Collected data entries
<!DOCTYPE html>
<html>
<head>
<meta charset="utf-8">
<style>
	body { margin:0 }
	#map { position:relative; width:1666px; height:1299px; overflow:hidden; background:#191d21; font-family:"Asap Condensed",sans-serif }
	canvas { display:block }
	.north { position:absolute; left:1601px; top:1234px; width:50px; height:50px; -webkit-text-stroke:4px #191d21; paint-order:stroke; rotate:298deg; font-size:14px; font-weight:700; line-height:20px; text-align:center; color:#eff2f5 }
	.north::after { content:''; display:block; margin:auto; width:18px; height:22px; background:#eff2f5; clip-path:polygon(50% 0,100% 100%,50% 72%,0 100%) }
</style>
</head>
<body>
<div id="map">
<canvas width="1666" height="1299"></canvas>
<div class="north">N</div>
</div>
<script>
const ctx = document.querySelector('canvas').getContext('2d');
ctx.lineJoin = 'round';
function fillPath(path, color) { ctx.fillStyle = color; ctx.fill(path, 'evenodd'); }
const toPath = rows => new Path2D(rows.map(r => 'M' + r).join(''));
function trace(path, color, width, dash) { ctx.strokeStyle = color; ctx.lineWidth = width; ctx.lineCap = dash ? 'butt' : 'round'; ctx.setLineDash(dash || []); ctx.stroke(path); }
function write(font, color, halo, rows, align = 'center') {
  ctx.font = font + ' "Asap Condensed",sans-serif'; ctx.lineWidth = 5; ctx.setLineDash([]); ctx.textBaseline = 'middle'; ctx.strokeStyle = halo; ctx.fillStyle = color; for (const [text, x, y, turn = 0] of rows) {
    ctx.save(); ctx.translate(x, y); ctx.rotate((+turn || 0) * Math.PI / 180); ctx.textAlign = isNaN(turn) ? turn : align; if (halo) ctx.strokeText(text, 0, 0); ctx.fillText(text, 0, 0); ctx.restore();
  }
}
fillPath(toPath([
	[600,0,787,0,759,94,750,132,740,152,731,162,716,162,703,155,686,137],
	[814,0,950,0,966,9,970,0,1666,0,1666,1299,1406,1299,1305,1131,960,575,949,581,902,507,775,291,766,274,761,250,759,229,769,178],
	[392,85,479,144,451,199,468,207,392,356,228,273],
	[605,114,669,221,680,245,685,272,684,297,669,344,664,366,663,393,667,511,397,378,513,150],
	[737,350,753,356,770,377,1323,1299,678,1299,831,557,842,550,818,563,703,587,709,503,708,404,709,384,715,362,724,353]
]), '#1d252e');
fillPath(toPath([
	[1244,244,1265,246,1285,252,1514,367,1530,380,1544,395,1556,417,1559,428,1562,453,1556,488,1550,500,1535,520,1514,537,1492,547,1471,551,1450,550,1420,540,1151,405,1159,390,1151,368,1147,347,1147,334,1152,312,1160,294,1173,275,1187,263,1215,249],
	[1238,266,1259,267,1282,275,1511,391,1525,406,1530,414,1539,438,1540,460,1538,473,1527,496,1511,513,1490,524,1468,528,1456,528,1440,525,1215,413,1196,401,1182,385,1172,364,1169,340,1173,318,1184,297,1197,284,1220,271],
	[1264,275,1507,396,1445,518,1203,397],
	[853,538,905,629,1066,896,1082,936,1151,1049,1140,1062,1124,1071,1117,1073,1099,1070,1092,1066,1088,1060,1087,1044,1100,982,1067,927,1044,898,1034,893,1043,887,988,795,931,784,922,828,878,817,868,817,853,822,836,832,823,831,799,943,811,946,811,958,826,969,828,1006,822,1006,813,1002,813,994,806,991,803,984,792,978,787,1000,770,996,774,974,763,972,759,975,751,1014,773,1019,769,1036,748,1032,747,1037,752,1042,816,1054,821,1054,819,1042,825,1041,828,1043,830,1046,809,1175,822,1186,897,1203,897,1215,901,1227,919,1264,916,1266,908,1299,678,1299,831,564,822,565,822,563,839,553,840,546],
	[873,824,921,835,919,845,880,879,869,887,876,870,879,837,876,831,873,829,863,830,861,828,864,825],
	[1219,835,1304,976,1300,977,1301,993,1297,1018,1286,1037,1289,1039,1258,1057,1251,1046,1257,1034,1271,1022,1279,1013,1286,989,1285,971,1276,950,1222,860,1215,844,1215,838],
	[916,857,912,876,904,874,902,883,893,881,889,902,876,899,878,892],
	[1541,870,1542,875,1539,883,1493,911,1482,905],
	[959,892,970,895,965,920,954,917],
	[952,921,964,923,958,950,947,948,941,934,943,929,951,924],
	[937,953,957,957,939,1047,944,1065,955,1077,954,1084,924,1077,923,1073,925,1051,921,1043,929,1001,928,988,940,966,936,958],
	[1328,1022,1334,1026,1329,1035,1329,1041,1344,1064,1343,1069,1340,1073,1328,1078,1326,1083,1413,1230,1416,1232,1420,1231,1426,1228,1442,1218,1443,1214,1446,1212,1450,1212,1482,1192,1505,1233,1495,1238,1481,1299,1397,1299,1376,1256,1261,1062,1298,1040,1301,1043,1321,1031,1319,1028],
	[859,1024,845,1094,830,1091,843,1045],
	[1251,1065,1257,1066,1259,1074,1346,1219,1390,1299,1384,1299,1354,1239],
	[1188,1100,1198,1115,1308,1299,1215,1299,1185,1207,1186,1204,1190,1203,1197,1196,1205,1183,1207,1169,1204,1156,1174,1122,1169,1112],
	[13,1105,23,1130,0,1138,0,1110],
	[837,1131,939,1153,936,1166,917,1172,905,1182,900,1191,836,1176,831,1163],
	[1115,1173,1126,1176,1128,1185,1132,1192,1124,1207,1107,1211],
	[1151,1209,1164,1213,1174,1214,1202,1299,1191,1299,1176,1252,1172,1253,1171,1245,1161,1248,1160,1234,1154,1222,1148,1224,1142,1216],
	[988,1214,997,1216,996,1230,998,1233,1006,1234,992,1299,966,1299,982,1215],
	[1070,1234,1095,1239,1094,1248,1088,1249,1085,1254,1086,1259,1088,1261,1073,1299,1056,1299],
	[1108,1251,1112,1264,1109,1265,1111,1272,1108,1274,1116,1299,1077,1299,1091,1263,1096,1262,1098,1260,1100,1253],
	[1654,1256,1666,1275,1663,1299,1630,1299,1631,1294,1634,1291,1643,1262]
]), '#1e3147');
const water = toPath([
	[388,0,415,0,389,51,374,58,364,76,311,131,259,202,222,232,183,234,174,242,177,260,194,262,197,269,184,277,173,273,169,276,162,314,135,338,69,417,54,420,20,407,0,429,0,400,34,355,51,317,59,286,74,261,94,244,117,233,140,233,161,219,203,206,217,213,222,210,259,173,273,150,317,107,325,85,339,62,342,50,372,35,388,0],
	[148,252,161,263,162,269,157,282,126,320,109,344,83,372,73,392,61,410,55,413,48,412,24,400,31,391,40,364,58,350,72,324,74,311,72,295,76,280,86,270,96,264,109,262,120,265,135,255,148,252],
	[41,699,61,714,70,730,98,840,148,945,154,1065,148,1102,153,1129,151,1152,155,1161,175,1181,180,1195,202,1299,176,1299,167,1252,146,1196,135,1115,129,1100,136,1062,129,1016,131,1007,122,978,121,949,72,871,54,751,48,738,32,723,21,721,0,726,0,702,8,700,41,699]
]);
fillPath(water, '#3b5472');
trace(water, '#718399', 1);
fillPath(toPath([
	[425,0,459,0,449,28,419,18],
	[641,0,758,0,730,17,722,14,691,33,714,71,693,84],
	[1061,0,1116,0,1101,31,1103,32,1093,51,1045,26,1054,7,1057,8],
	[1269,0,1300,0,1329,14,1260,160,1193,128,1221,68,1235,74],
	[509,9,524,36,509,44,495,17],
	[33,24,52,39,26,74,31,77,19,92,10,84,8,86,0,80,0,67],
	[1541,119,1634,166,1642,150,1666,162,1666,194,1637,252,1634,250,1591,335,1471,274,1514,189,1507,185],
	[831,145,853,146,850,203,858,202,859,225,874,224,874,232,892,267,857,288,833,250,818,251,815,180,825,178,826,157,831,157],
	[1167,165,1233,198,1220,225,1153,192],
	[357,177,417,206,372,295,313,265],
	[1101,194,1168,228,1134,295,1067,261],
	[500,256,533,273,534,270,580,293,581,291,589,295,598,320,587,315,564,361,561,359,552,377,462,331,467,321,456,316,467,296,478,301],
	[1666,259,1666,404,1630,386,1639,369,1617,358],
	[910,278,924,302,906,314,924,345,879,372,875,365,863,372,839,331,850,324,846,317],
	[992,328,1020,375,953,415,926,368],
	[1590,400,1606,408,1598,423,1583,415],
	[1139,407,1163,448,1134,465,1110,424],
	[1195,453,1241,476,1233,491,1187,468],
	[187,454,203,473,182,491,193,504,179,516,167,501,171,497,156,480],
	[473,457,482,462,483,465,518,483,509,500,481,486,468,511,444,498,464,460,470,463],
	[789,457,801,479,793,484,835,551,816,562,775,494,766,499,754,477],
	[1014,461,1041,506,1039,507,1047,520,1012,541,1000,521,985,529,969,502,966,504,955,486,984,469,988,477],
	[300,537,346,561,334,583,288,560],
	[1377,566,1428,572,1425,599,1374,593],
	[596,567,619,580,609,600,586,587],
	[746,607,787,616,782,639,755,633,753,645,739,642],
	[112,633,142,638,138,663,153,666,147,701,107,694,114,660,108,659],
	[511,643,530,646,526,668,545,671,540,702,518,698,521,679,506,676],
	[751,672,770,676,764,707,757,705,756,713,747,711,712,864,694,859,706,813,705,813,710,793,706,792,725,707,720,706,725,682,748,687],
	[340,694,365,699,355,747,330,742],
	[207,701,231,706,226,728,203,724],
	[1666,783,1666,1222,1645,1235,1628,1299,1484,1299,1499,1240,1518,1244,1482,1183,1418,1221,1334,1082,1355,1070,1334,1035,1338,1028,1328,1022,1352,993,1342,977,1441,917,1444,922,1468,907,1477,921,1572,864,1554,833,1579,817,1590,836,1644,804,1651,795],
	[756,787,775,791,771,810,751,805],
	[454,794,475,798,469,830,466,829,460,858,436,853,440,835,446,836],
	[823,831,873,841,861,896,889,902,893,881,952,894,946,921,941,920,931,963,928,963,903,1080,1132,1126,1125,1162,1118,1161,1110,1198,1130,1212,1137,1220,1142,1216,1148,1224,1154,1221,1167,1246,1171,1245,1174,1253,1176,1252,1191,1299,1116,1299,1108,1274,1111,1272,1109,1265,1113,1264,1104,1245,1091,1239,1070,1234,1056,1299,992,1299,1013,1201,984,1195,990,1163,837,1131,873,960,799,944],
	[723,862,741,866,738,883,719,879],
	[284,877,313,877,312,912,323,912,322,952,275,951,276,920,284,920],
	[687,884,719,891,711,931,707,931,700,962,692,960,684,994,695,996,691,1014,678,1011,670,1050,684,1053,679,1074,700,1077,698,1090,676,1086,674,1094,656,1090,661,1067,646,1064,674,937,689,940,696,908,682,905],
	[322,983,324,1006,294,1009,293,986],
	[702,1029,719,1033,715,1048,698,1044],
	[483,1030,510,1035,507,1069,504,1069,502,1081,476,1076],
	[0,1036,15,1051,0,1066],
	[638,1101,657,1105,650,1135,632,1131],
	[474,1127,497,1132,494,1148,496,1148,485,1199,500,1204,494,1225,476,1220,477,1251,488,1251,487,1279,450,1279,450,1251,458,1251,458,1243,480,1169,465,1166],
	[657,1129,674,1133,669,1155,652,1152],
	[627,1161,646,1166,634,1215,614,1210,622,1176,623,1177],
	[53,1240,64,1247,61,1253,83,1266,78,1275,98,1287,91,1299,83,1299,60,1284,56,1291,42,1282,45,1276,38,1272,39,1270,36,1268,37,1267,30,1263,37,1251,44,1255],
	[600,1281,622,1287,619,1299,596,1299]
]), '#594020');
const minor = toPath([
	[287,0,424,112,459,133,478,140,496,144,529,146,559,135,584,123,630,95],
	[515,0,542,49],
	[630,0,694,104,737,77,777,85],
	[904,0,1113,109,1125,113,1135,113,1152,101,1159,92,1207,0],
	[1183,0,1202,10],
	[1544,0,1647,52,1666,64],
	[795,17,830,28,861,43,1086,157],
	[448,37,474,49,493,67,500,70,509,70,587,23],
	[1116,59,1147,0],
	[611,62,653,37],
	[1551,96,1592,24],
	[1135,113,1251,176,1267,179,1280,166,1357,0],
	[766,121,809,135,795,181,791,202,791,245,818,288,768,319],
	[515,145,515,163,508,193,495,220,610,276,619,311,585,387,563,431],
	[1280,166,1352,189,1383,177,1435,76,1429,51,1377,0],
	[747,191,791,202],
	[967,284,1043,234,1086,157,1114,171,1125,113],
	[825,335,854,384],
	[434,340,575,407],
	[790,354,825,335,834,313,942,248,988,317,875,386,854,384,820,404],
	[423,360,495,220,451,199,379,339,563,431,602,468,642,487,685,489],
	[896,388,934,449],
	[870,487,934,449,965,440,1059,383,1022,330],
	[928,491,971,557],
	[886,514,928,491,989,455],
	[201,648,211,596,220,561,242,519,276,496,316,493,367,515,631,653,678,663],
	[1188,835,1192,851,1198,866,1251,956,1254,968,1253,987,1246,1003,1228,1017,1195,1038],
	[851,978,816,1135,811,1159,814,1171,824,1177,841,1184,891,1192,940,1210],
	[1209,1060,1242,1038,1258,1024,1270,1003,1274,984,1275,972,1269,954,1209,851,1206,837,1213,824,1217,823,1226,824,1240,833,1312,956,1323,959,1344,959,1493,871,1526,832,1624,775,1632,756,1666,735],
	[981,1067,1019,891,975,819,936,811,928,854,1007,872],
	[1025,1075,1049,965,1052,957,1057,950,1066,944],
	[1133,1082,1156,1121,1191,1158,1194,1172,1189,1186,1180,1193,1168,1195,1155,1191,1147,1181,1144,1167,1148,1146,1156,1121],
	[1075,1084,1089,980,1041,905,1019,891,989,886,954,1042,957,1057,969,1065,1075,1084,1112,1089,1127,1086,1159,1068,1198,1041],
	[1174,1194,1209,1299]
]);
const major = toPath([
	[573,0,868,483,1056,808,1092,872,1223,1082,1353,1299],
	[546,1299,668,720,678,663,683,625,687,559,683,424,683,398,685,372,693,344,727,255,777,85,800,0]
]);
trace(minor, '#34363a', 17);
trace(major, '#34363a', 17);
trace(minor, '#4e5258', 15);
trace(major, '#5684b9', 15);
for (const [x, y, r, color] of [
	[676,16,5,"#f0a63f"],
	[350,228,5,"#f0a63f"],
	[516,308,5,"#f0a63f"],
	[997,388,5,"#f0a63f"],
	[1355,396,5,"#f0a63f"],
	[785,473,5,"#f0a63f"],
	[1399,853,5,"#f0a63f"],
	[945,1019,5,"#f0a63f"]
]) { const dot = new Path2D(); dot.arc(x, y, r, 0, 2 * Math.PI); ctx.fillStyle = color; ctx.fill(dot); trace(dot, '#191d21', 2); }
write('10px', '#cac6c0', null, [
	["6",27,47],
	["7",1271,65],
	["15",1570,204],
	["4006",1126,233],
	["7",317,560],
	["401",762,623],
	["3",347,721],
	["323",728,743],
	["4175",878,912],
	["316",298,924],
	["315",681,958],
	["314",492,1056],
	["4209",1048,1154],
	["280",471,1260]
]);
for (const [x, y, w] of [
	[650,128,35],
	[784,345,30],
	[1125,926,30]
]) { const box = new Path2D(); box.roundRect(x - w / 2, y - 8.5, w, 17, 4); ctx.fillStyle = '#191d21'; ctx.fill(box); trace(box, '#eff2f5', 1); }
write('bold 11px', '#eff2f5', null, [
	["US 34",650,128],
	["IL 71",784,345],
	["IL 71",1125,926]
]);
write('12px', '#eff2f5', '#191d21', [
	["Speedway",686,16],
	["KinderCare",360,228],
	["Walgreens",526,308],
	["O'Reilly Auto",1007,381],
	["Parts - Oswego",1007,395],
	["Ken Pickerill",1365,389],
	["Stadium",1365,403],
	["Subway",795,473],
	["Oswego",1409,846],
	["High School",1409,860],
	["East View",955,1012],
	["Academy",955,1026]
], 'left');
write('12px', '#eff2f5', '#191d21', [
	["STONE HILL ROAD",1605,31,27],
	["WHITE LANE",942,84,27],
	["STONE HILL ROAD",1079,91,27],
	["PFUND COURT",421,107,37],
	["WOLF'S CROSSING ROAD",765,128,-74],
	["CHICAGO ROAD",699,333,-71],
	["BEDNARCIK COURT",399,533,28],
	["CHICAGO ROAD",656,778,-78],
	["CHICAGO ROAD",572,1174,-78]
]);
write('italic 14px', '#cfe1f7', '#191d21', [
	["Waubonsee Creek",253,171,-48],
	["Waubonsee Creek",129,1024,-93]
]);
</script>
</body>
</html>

Problem details: All lines of the records above that carry the word "function" should be listed.

Answer to this task:
function fillPath(path, color) { ctx.fillStyle = color; ctx.fill(path, 'evenodd'); }
function trace(path, color, width, dash) { ctx.strokeStyle = color; ctx.lineWidth = width; ctx.lineCap = dash ? 'butt' : 'round'; ctx.setLineDash(dash || []); ctx.stroke(path); }
function write(font, color, halo, rows, align = 'center') {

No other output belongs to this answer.